Six Tips to Assess the Significance of Price Patterns

Oct 24, 2007: 2:18 AM CST

While there may be an unlimited number of potential price patterns in the market, most popular price patterns fall into two broad categories in relation to trends:  Reversal Patterns or Continuation Patterns.  Knowing more about specific patterns may help you determine which resolution in price is likely to occur.

Without delving too deep into the topic, popular reversal patterns include the “head and shoulders,” broadening formations, and rounding formations, while popular continuation patterns include rectangles, triangles, and flags/pennants.

Any of these patterns can turn into the other pattern (a reliably consistent reversal pattern may resolve to be a continuation pattern) at any given time and without warning.

Are there hard and fast rules you can apply quickly to assess the probabilities of resolution, or the significance of a given price pattern?

While these suggestions will not work all the time when you feel you have identified a pattern, they just might help you preserve capital or temper your expectations.

1.  The longer the pattern forms, the more likely it is to be a reversal pattern. 

2.  The shorter the pattern, the more likely it is to fail to conform to expectations. 

3.  The deeper (greater price fluctuation) the pattern, the more significant the likely price ejection from the pattern (due in part to the ‘measuring rule’ inherent in some patterns).

4.   The more accurately the expected volume pattern unfolds, the more reliable the pattern (examples:  Volume should contract during a triangle, flag, or pennant pattern.  Volume should be heavier on the left shoulder than the right shoulder.  Volume should confirm a pattern break-out.  etc)

5.  The longer (and more steep the angle) a trend has endured, the more likely a pattern is to be a reversal pattern.

6.  The more “perfect” (textbook) the pattern, the more likely it is to fail to conform to everyone’s expectations. 

Each pattern has its own set of expectations and rules, but these generally encompass most resolutions of price patterns.  There are a plethora of books or websites that can give you more information on specific patterns and the rules associated with them, but always keep in mind suggestion #6.  If everyone sees the same pattern and expects the same thing, the pattern will most likely fail due to the often sinister resolution of mass-expectations in the market.

Remember, patterns are expected to reflect psychological patterns of human participants, and observed patterns have been categorized, classified, and tested through the years.

While no pattern is 100% accurate, they can help add a new level of trade selection or analysis to your growing toolbox of trading ideas and tactics.

4 Comments

4 Responses to “Six Tips to Assess the Significance of Price Patterns”

  1. Lauriston Says:

    Excellent stuff, as usual.

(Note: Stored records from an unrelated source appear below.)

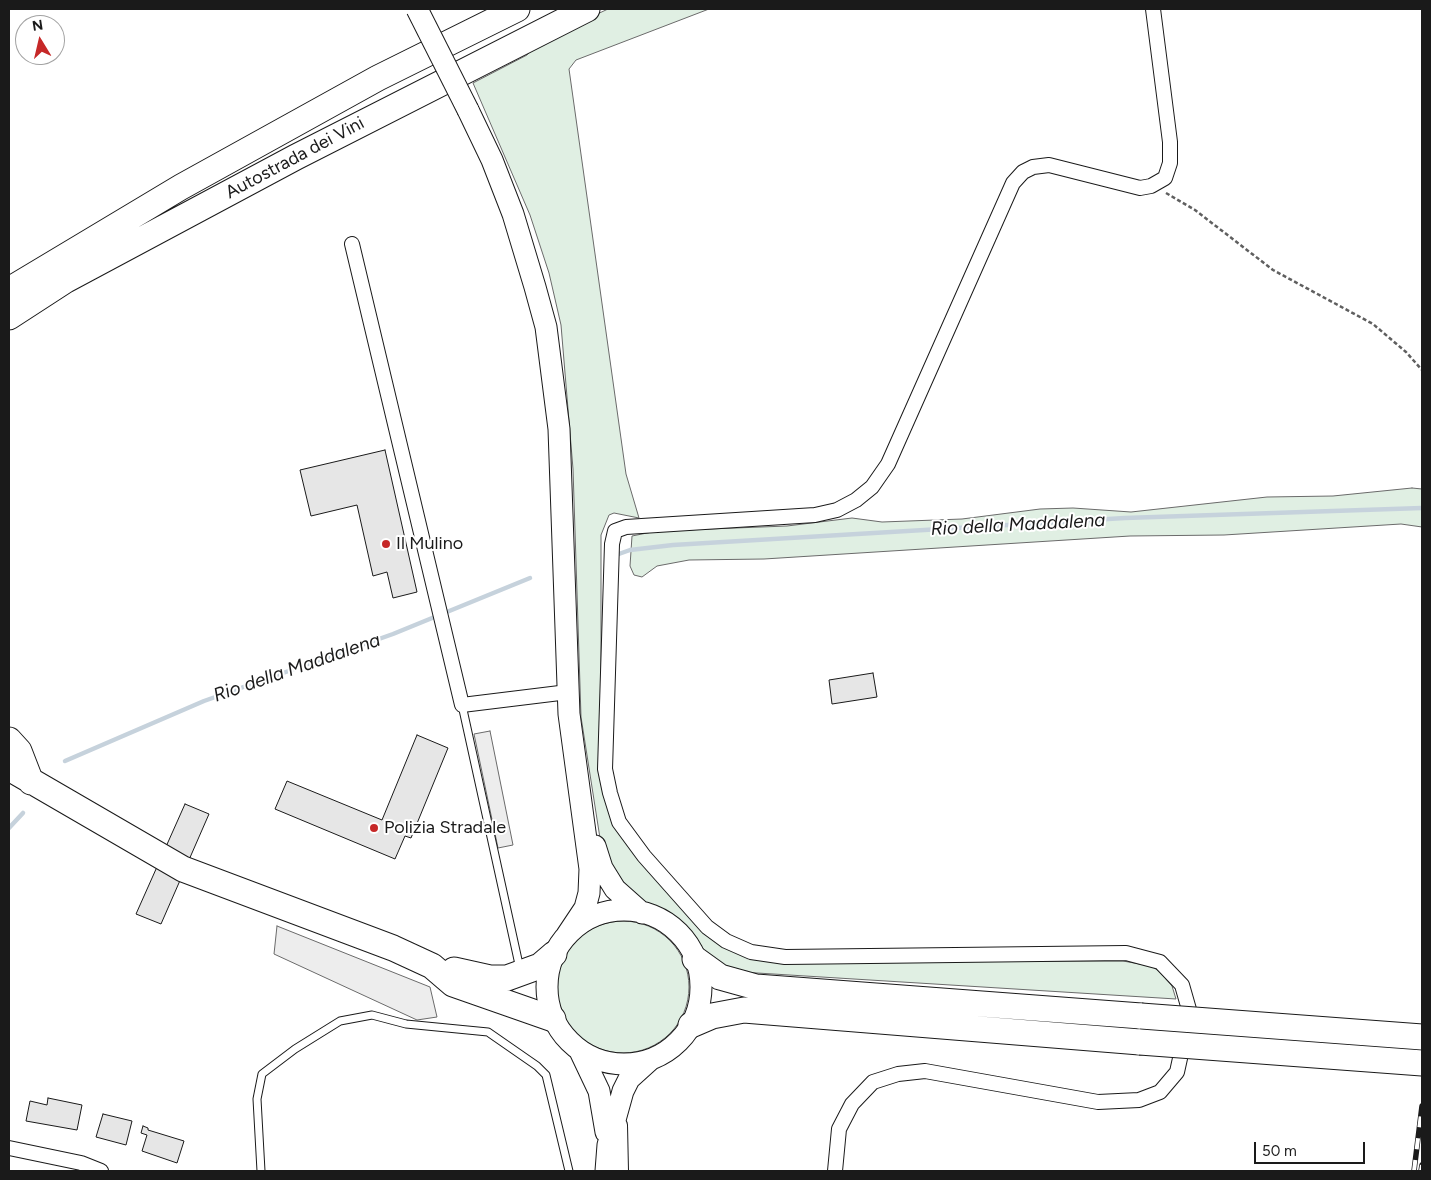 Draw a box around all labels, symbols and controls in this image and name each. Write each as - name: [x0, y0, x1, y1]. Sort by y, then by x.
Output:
- north arrow: [15, 15, 65, 65]
- text: N: [31, 16, 44, 35]
- street label: Autostrada dei Vini: [222, 112, 368, 204]
- water label: Rio della Maddalena: [930, 509, 1106, 541]
- place label: Il Mulino: [396, 533, 463, 555]
- marker: Il Mulino: [380, 538, 392, 550]
- water label: Rio della Maddalena: [211, 629, 383, 707]
- place label: Polizia Stradale: [384, 817, 506, 839]
- marker: Polizia Stradale: [368, 822, 380, 834]
- scale bar: [1256, 1132, 1367, 1164]
- text: 50 m: [1262, 1142, 1297, 1160] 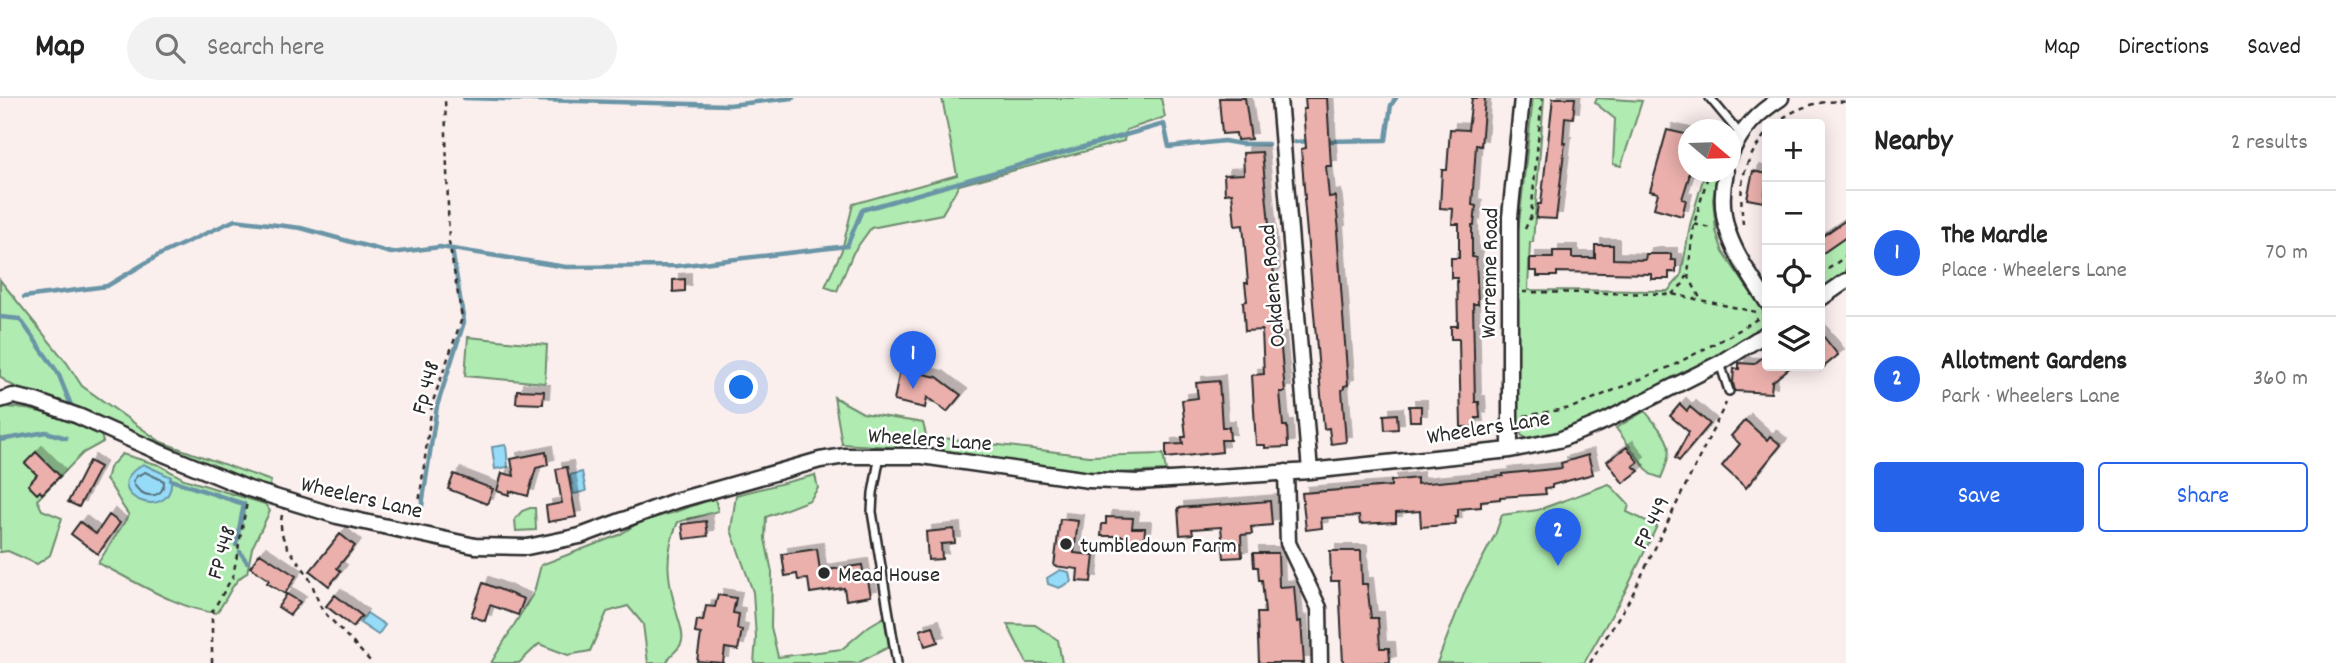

Very revealing and extremely useful!!! I always stops by your site each and everyday, vacation or not!

  2. Corey Rosenbloom Says:

    Thank you!

    I’ve been busier than normal lately getting everything prepared for the Chicago trip and the Chartered Market Technician Exam Level 1 this Saturday. I will resume educational posts in greater frequency in addition to the market observation posts.

    Thank you for stopping by!

  3. greg Says:

    Hi, #4 and #6 seem to conflict.
    4. The more accurately the volume unfolds, the more reliable
    6. The more “perfect” (textbook) the pattern, the more likely it is to fail to conform to everyone’s expectations.

    The accurate volume pattern would be part of the ‘perfection’ or textbook-ish-ness. But in that case it doesn’t add to reliability? Or does it only add to the reliability of the reversal or direction (as opposed to strength) – thanks

  4. Corey Rosenbloom Says:

    Greg,

    Excellent observation. I wrote point #6 to cover the “fade the majority” principle, as the more times I have observed a ‘perfect’ pattern and tried to trade it, the less accurate my results and the greater my frustration. This seems to be true in terms of the notion “If it seems too good to be true, it probably is.”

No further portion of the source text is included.